In some cases, helicobacter pylori treatment is a process of trial and error. If one combination does not get rid of the bacteria, the next step is to try another combination. The best helicobacter pylori treatment not only depends on your specific condition, but also on your medical history, as sometimes people build up resistance to certain antibiotics. This resistance deters the progress that a prescribed antibiotic might have in killing the bacteria. In addition, the reason behind taking two different antibiotics is in case you do have a resistance to one of them.

Some antibiotics that your doctor might prescribe are amoxicillin, clarithromycin and metronidazole.
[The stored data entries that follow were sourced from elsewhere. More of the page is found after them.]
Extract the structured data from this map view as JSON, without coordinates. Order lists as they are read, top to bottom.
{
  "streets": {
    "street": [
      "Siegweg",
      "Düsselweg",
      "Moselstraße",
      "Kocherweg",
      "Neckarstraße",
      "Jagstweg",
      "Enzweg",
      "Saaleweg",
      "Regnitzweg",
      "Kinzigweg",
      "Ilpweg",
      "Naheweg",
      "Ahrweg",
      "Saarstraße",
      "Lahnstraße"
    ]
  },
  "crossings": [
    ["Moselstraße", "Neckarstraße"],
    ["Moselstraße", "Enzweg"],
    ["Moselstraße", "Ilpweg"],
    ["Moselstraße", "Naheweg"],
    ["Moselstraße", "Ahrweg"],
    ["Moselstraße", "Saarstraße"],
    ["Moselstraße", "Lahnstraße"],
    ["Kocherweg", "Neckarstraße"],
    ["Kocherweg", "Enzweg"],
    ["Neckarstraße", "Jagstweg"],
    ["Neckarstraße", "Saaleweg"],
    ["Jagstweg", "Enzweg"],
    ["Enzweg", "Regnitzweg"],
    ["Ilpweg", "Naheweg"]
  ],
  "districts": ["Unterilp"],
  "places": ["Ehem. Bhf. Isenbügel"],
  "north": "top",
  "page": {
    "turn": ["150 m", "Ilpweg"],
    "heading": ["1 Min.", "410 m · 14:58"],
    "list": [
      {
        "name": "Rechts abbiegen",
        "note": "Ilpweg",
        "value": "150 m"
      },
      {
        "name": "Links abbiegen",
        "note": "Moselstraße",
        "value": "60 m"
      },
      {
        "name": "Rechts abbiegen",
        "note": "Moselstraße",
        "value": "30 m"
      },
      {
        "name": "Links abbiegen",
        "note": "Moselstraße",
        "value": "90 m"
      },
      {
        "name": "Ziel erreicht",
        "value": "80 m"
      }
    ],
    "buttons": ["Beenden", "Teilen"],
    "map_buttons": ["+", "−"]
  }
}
As for acid-reducing medications, there are two types: histamine (H-2) blockers and proton pump inhibitors. Famotidine, nizatidine and ranitidine are examples of histamine blockers while lansoprazole, omeprazole and pantoprazole are examples of proton pump inhibitors. Usually, helicobacter pylori treatment lasts between 10 and 14 days.


After this time period, your doctor will need to know if the treatment was successful. He might test you for continued infection with the bacteria through one of two ways: a urea breath test or a stool test. During a breath test, you will need to swallow a capsule that contains urea, a natural chemical that helicobacter pylori breaks down and turns into carbon dioxide. A test of your breath for carbon dioxide will determine if there is a continued presence of the bacteria in your stomach. For the stool test, your doctor will use a helicobacter pylori antibody to test a sample of your stool for the bacteria.

Though a blood test and an endoscopy are initially useful in diagnosing helicobacter pylori infection, they are not ideal or necessary for follow-up treatment. This is why your doctor will perform a blood or stool test. If the test comes back positive for the bacteria, your doctor will then prescribe a different combination of medications to try and relieve the infection. A negative test, though, will indicate that the treatment was a success. After successful treatment, chances of a helicobacter pylori re-infection are low.